Express your wants and desires, political opinions. Talk of your race (White or Black or Whatever) and your place in society. Do it musically, do it in verse, in story, in photographs and in painting. Do not restrict yourself to the current isms and boundaries that define what culture IS, redefine culture as you create it. Break rules and do so with a pride in who you are and what your creation stands for.
- Zamz, from the node Hip Hop
Raise it bit by bit
One of the main themes of rap music has always been its self-referential nature. Rappers seem to love telling us about themselves and who they are, from talking about all the women they have, to their livin’ large lifestyle, or even simply boasting about their amazing skills on the mic. While some may claim that this need to constantly build up your lifestyle is because of some sort of rapper self-esteem shortage, it’s actually because of what hip hop started out as initially. Hip hop and rap music grew out of the idea of signifying and from playing the dozens, where the key to both games is to verbally defeat your opponent by insulting them and proclaiming that your life and your style is the coolest and the freshest. The early MC’s would play the dozens and make rhymes over the instrumental breaks of funk and disco records. So talking about yourself and your personality has been in the music from the very beginning, but the idea is to celebrate, not to tear down.

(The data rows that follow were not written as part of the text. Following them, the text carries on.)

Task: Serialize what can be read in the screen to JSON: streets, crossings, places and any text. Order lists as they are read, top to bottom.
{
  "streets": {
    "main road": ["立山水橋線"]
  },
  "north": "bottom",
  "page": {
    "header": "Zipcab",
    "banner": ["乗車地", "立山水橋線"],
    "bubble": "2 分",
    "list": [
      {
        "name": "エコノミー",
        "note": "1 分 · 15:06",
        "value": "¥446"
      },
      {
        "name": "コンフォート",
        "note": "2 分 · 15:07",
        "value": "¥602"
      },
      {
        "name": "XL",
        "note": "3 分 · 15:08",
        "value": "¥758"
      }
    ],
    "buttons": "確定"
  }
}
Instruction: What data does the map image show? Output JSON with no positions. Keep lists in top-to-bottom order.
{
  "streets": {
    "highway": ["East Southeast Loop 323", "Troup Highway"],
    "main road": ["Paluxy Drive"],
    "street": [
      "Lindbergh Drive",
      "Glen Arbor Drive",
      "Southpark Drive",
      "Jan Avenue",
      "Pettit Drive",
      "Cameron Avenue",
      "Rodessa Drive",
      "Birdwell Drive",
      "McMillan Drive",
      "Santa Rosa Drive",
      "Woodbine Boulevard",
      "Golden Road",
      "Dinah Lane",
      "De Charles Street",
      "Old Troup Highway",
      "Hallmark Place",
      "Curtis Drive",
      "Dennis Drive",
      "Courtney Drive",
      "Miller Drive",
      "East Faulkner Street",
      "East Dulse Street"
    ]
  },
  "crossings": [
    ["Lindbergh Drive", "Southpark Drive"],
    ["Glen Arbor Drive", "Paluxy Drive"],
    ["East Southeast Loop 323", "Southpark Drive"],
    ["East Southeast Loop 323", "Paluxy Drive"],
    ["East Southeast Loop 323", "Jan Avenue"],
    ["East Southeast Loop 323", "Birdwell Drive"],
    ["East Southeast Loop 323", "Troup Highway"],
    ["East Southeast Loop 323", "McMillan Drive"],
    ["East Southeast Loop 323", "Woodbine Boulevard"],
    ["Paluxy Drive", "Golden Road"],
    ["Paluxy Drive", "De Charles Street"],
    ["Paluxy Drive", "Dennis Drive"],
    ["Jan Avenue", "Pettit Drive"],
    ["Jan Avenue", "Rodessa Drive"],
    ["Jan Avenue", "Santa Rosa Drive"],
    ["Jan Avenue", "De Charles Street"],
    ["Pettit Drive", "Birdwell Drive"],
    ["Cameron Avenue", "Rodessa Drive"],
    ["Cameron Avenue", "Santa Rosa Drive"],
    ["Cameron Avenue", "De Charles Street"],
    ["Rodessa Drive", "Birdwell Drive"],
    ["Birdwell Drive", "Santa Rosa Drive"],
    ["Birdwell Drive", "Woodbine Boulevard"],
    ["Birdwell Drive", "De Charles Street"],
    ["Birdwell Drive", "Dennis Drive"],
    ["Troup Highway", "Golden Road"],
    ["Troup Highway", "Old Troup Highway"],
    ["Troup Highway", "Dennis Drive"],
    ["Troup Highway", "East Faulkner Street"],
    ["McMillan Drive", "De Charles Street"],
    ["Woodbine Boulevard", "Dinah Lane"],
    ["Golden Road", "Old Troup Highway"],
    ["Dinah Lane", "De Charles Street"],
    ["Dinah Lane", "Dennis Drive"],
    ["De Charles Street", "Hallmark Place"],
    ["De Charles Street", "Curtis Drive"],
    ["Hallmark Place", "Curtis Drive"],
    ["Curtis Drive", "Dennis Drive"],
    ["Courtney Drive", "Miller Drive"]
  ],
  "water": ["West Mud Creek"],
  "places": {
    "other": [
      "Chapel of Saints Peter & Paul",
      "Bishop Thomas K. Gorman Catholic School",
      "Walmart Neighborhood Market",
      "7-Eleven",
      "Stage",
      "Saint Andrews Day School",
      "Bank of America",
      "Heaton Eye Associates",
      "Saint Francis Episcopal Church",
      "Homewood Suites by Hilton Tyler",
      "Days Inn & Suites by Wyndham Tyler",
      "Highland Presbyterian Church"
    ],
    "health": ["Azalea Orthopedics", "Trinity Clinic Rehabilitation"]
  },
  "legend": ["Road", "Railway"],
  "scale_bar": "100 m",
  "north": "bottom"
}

I play games by Capcom with a power glove strapped on
on any platform, I don't spend my dough on Phat Farm
Video games, I got many to play
Before my life expires, fulfill my desires
In his 1999 song “Proto Culture”, Del the Funky Homosapien (joined by fellow rapper Khaos Unique) celebrates his lifestyle not by rapping about bitches and money, but about his love for video games. Del and Khaos use their skills to rhyme about their favorite games and the memories that they have of growing up as gamers. While song is an ode to gaming goodness, it still manages to keep the hip hop ideas of signifying and establishing your cred. Del raps about how he loved the now nearly forgotten Colecovision system when he was a kid and his massive Sega collection, he gloats about the day he beat Ninja Gaiden and the fact that he still owns the first Nintendo Power. He namechecks Xenogears and cult-favorite Herzog Zwei, trying to establish himself as one In The Know. Del even has some unkind words for ex-Sega of America CEO Bernie Stoller for allowing the Saturn console to wither and die. He also can’t help but insert some sexual bragging in the song when he mentions that his childhood defeat of Ninja Gaiden “was before I was gettin’ blown.”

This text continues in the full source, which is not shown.